# Well what am I doing wrong?



## zachW (Feb 17, 2012)

So far this is all im getting

I (youngdon)removed these pictures as they were found to be offensive.

Sent from my SAMSUNG-SGH-I547 using Tapatalk


----------



## 220swift (Mar 2, 2011)

Same post as in the "crash course" post..............

I'm going to post a link to what I think is as good of a trapper's education manual I've seen. It's out of the State of Michigan's wildlife department and has input from many organizations. Guys, this is a PDF file and can be saved to your hard drive. Read and review this manual and take these practices to the field. You will find that after a few catches you will start to develop your own set variations. This manual will seem a bit more than you want to know, but everything in this manual will make you a better trapper

http://www.michigan.gov/documents/dnr/MI_Trapper_Education_Manual_82307_206561_7.pdf


----------



## beavertrapper (Dec 31, 2012)

220swift said:


> Same post as in the "crash course" post..............
> 
> I'm going to post a link to what I think is as good of a trapper's education manual I've seen. It's out of the State of Michigan's wildlife department and has input from many organizations. Guys, this is a PDF file and can be saved to your hard drive. Read and review this manual and take these practices to the field. You will find that after a few catches you will start to develop your own set variations. This manual will seem a bit more than you want to know, but everything in this manual will make you a better trapper
> 
> http://www.michigan.gov/documents/dnr/MI_Trapper_Education_Manual_82307_206561_7.pdf


i have this and I can tell you it is loaded with info....my boys read thru it a couple time a season just to refresh and catch something they missed.....

trapping isnt something you can just go out and be great at,you have to work at it and learn from every set you make....youtube has hundeds of videos for free you can watch and there are a lot of old post and forums on here loaded with info......every detail of you set has to be looked at in order to really determine problem areas.

and by the way your not doing anything wrong....your trapping and learning,theres nothing wrong with that. good luck and keep trying you will get it.. :thumbsup:


----------



## sneakygroundbuzzard (Nov 1, 2012)

cant help ya causei dont know the first thing about trapping

but i do a have a question or two for ya

what kind of bird is that with the reddish fleathers?

and what the hell is that in the second to last pic?


----------



## 220swift (Mar 2, 2011)

The second to last picture looks to be a domestics cat pads and claws from a pull out......


----------



## zachW (Feb 17, 2012)

Well I can add another possum and a mouse lol and a domestic cat? That had me stumped.

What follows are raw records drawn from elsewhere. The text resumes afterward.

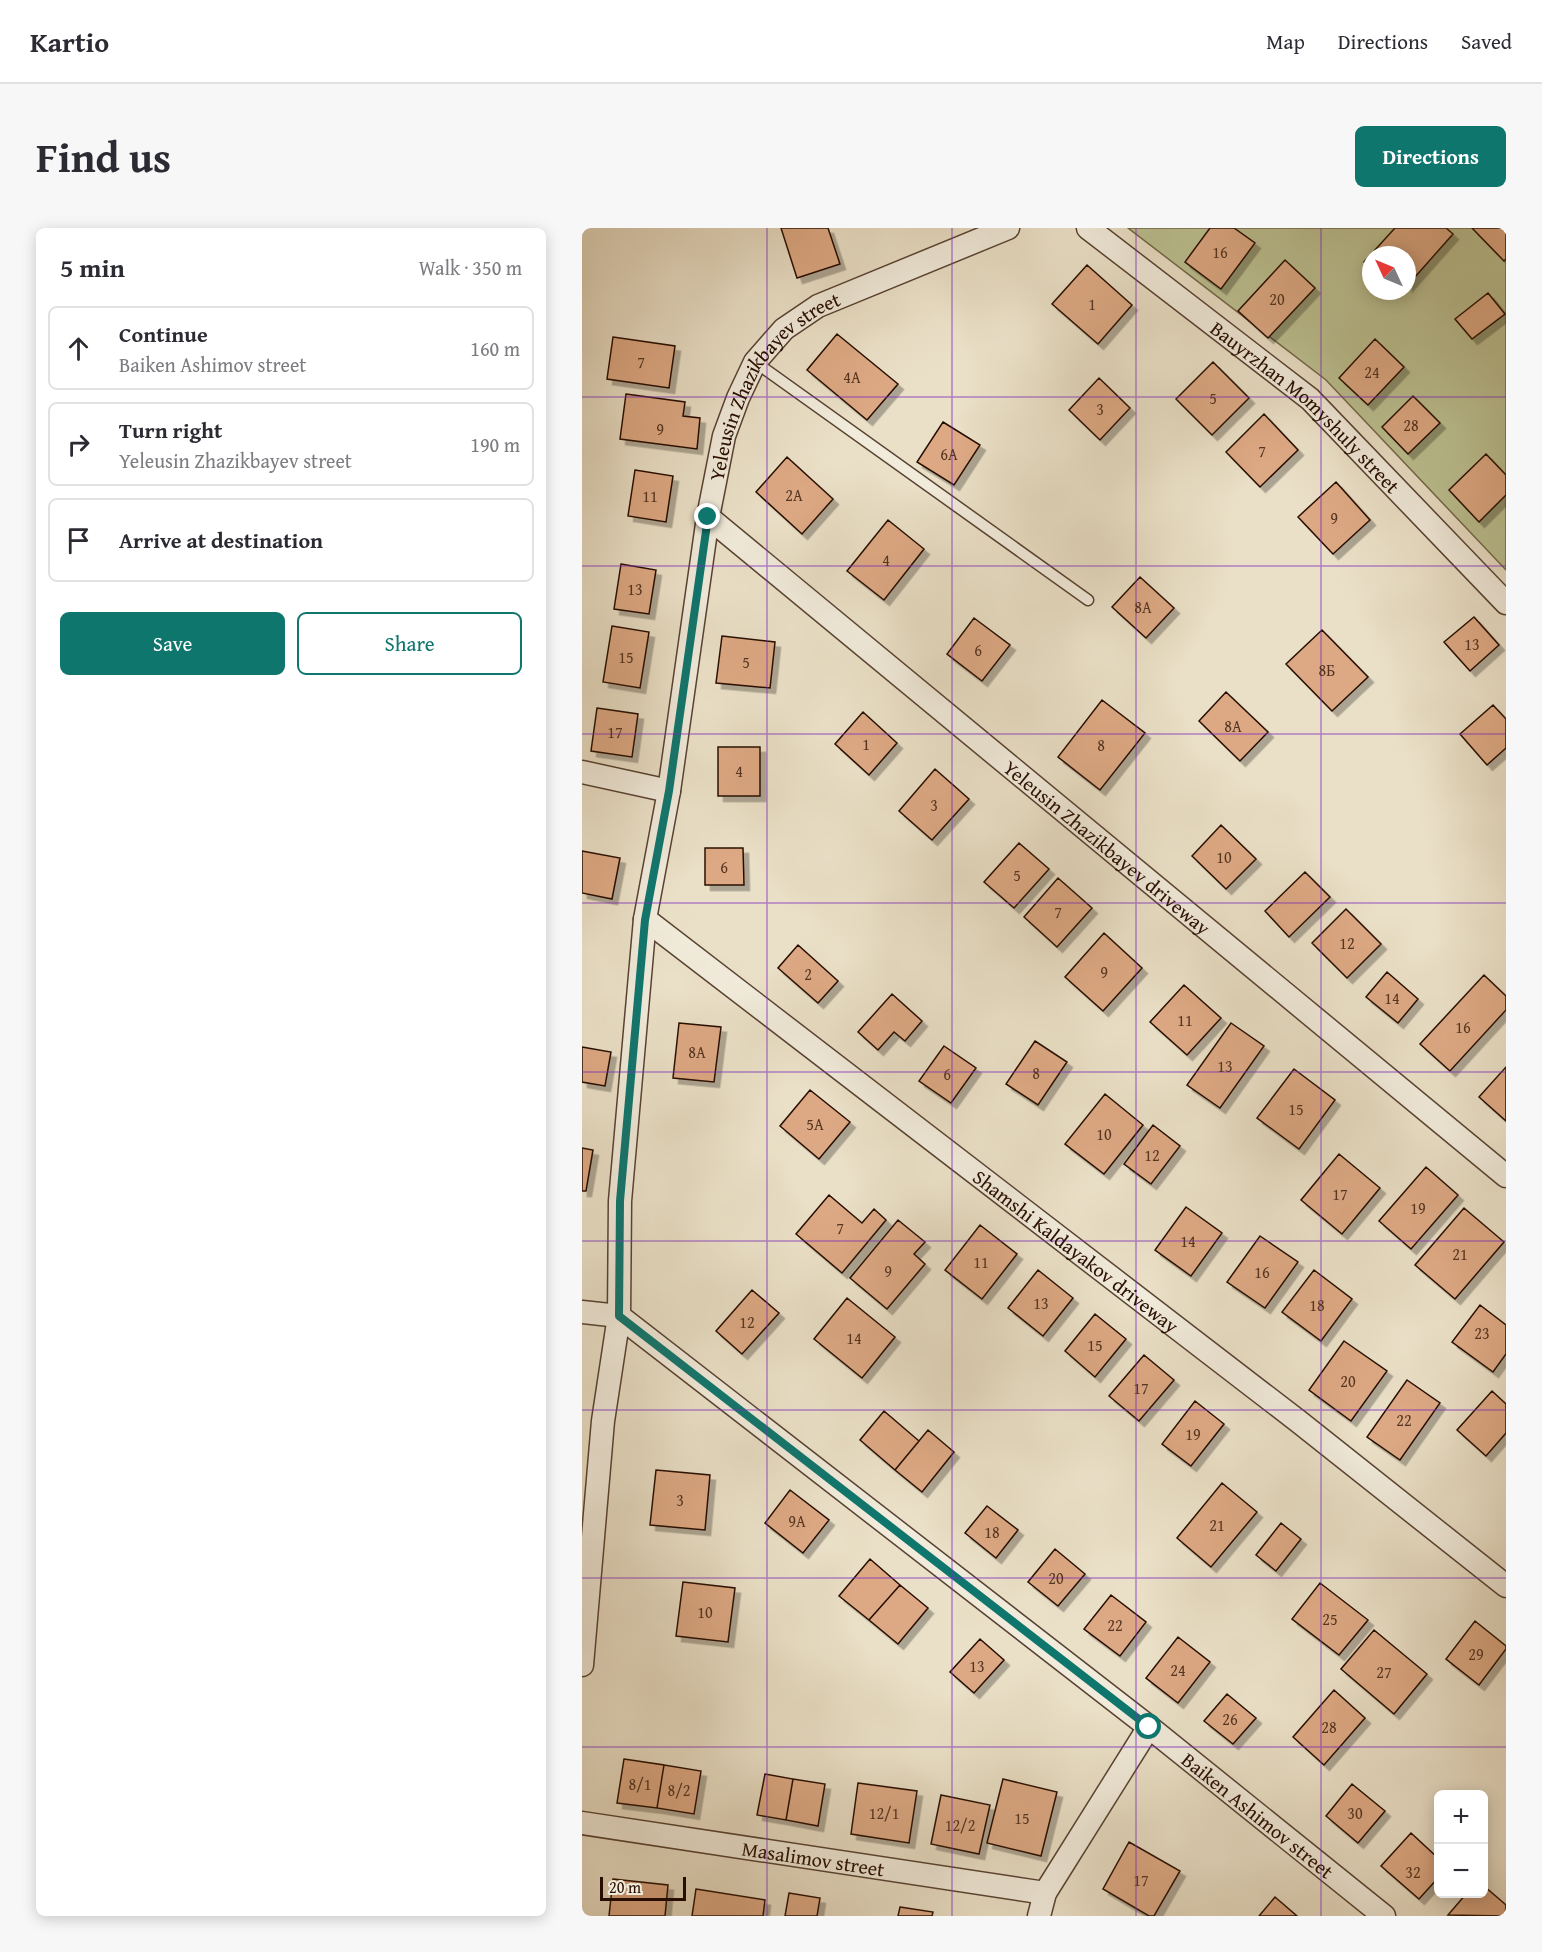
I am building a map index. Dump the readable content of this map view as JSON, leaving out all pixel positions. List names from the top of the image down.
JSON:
{
  "streets": {
    "street": [
      "Yeleusin Zhazikbayev street",
      "Bauyrzhan Momyshuly street",
      "Yeleusin Zhazikbayev driveway",
      "Shamshi Kaldayakov driveway",
      "Baiken Ashimov street",
      "Masalimov street"
    ]
  },
  "crossings": [
    ["Yeleusin Zhazikbayev street", "Yeleusin Zhazikbayev driveway"],
    ["Yeleusin Zhazikbayev street", "Shamshi Kaldayakov driveway"],
    ["Yeleusin Zhazikbayev street", "Baiken Ashimov street"]
  ],
  "house_numbers": [
    "16",
    "20",
    "1",
    "7",
    "24",
    "4А",
    "5",
    "3",
    "28",
    "9",
    "7",
    "6А",
    "2А",
    "11",
    "9",
    "4",
    "13",
    "8А",
    "13",
    "6",
    "15",
    "5",
    "8Б",
    "8А",
    "17",
    "1",
    "8",
    "4",
    "3",
    "10",
    "6",
    "5",
    "7",
    "12",
    "9",
    "2",
    "14",
    "11",
    "16",
    "8А",
    "13",
    "8",
    "6",
    "15",
    "5А",
    "10",
    "12",
    "17",
    "19",
    "7",
    "14",
    "21",
    "11",
    "9",
    "16",
    "13",
    "18",
    "12",
    "23",
    "14",
    "15",
    "20",
    "17",
    "22",
    "19",
    "3",
    "9А",
    "21",
    "18",
    "20",
    "10",
    "25",
    "22",
    "29",
    "13",
    "24",
    "27",
    "26",
    "28",
    "8/1",
    "8/2",
    "12/1",
    "30",
    "15",
    "12/2",
    "32",
    "17"
  ],
  "scale_bar": "20 m",
  "north": "top left",
  "page": {
    "header": "Kartio",
    "nav": ["Map", "Directions", "Saved"],
    "title": "Find us",
    "buttons": [
      "Directions",
      ["Save", "Share"]
    ],
    "heading": ["5 min", "Walk · 350 m"],
    "list": [
      ["Continue", "Baiken Ashimov street", "160 m"],
      ["Turn right", "Yeleusin Zhazikbayev street", "190 m"],
      "Arrive at destination"
    ],
    "map_buttons": ["+", "−"],
    "scale": "20 m"
  }
}
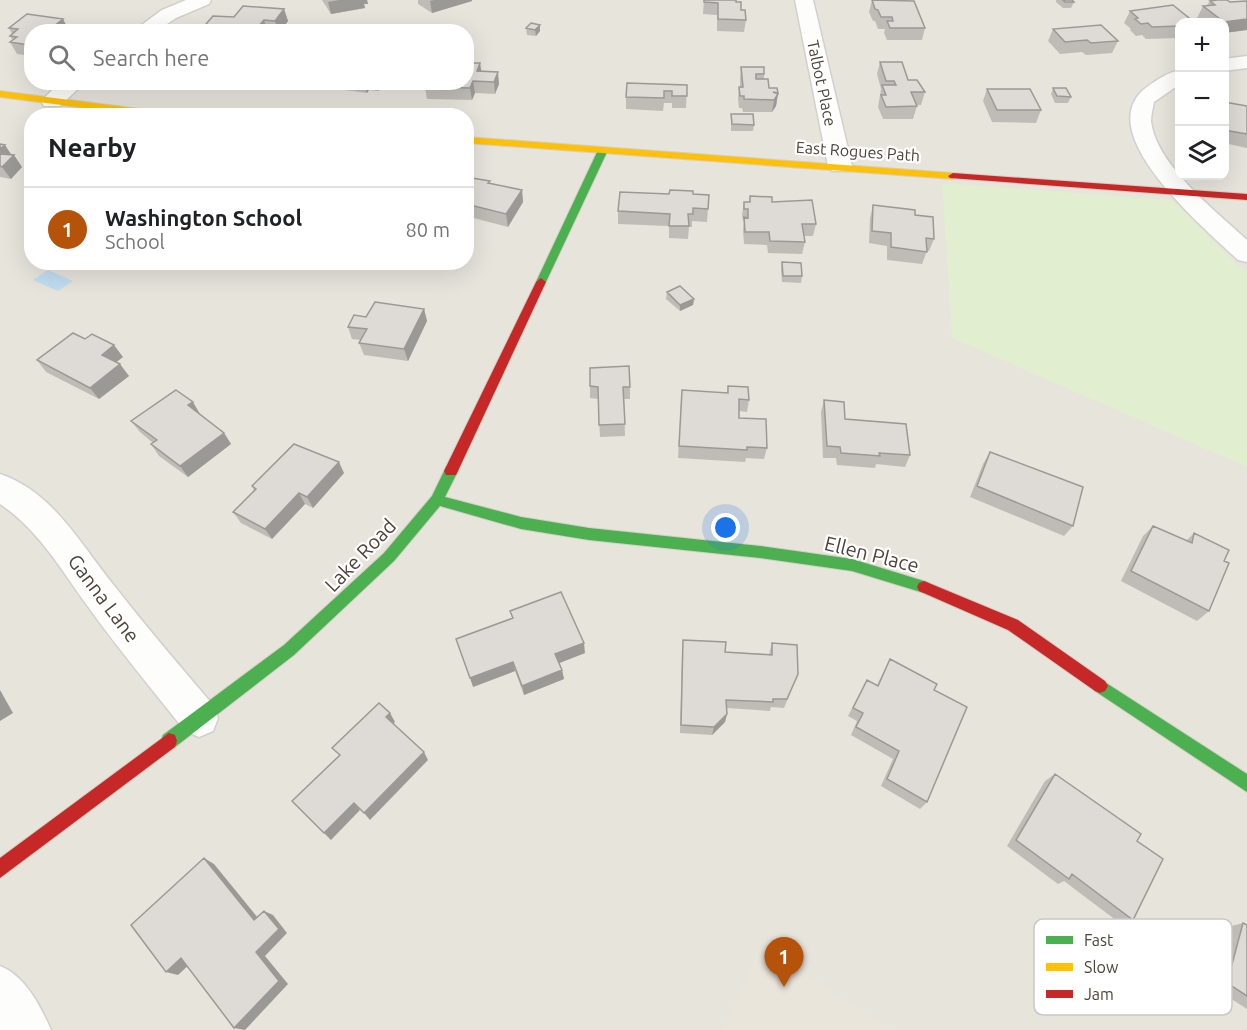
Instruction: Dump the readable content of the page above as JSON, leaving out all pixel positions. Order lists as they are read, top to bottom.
{
  "streets": {
    "street": [
      "Talbot Place",
      "East Rogues Path",
      "Ellen Place",
      "Lake Road",
      "Ganna Lane"
    ]
  },
  "crossings": [
    ["Talbot Place", "East Rogues Path"],
    ["East Rogues Path", "Lake Road"],
    ["Ellen Place", "Lake Road"],
    ["Lake Road", "Ganna Lane"]
  ],
  "legend": ["Fast", "Slow", "Jam"],
  "page": {
    "map_buttons": ["+", "−"],
    "search": "Search here",
    "heading": "Nearby",
    "list": [
      {
        "mark": "1",
        "name": "Washington School",
        "note": "School",
        "value": "80 m"
      }
    ],
    "pins": "1"
  }
}
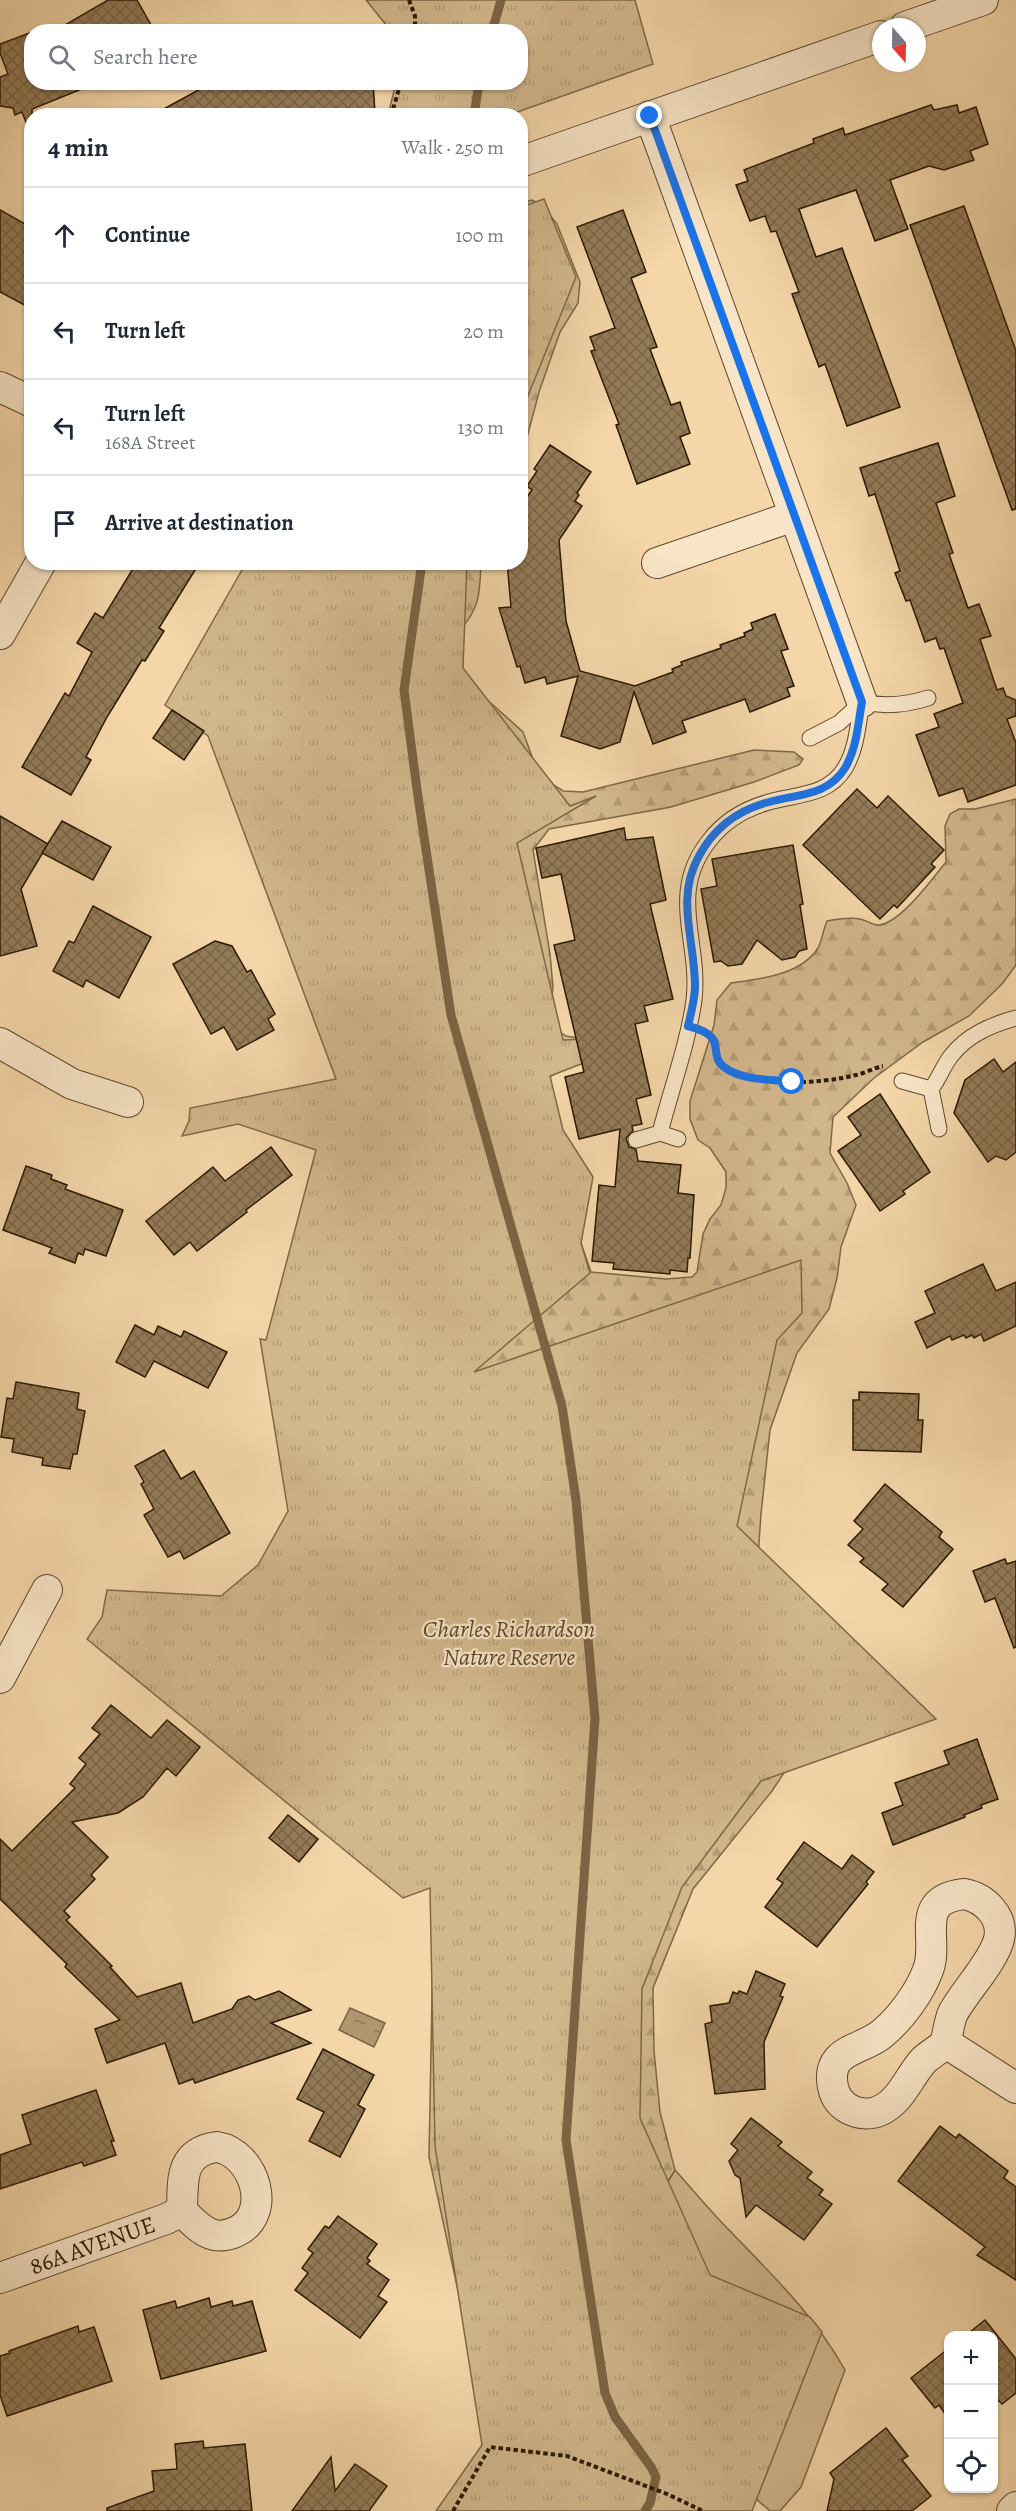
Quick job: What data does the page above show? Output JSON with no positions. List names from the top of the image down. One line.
{"streets":{"street":["86A AVENUE"]},"parks":["Charles Richardson Nature Reserve"],"north":"bottom","page":{"search":"Search here","heading":["4 min","Walk · 250 m"],"list":[["Continue","100 m"],["Turn left","20 m"],["Turn left","168A Street","130 m"],"Arrive at destination"],"map_buttons":["+","−"]}}
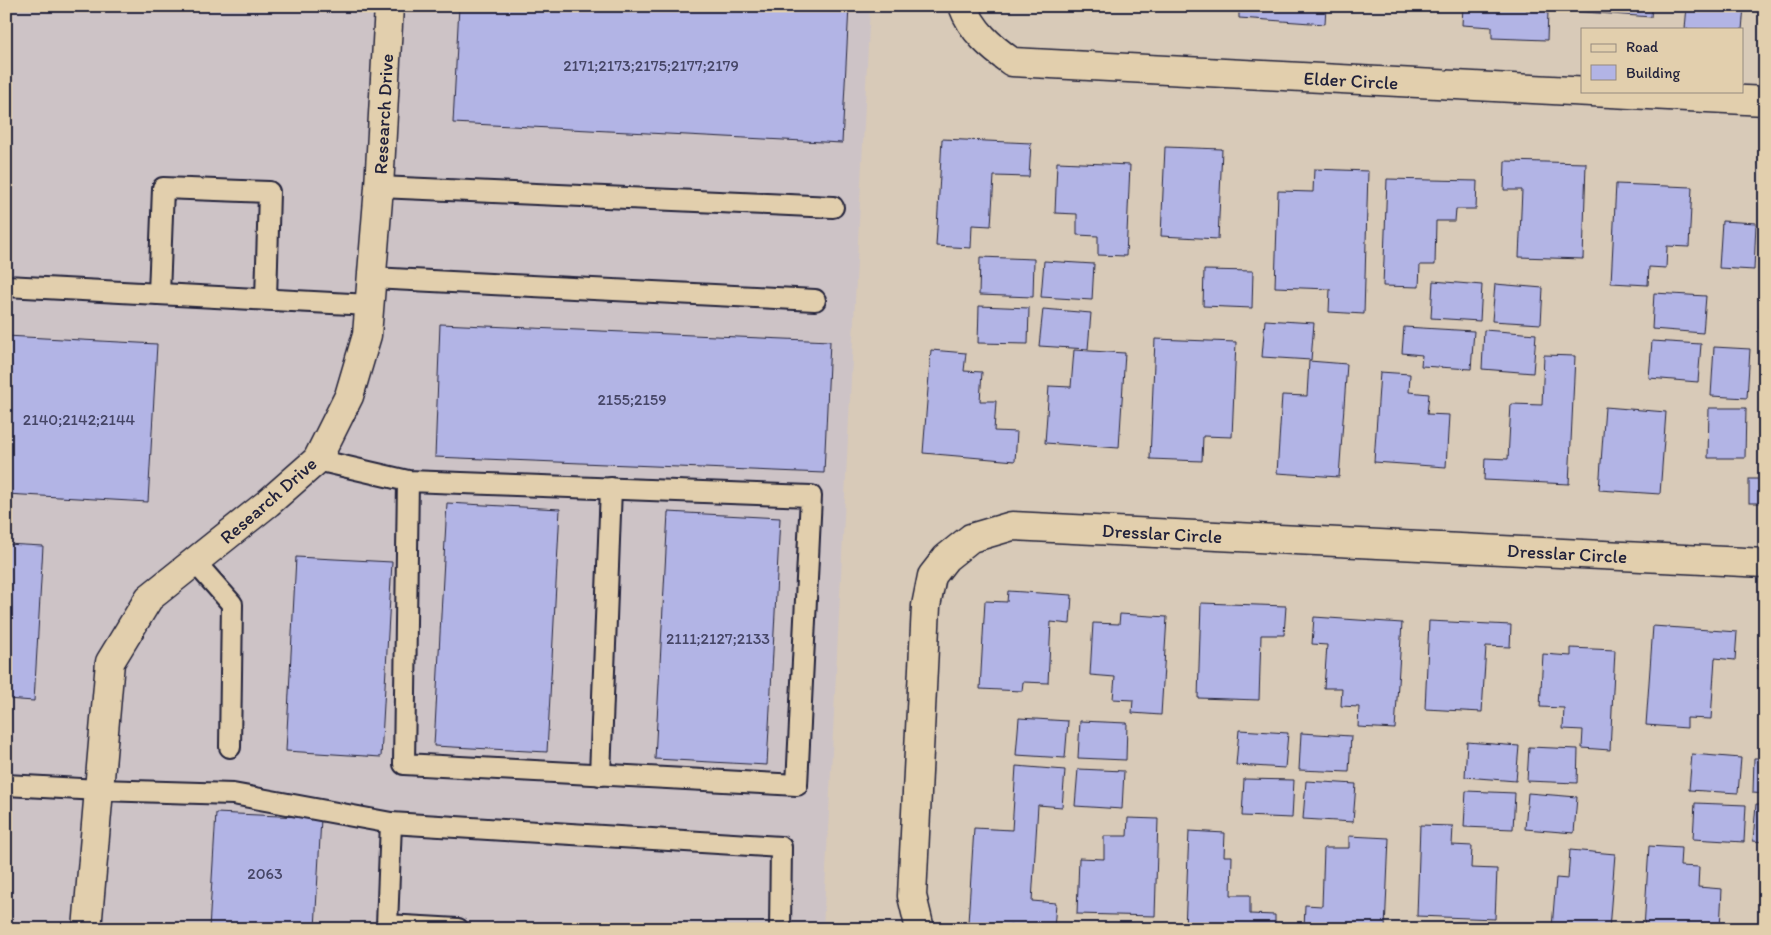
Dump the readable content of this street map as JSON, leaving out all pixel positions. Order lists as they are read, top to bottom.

And thats a red bird I guess lol its Fed and a bird

Sent from my SAMSUNG-SGH-I547 using Tapatalk


----------



## catcapper (Feb 11, 2010)

The manual 220 posted is a good place for you to start. If ya want the other members here at PT to try to help ya out some--- you need to ask direct questions. Give us some pictures of your sets--- what baits or lures your use'in--- what critters your targeting.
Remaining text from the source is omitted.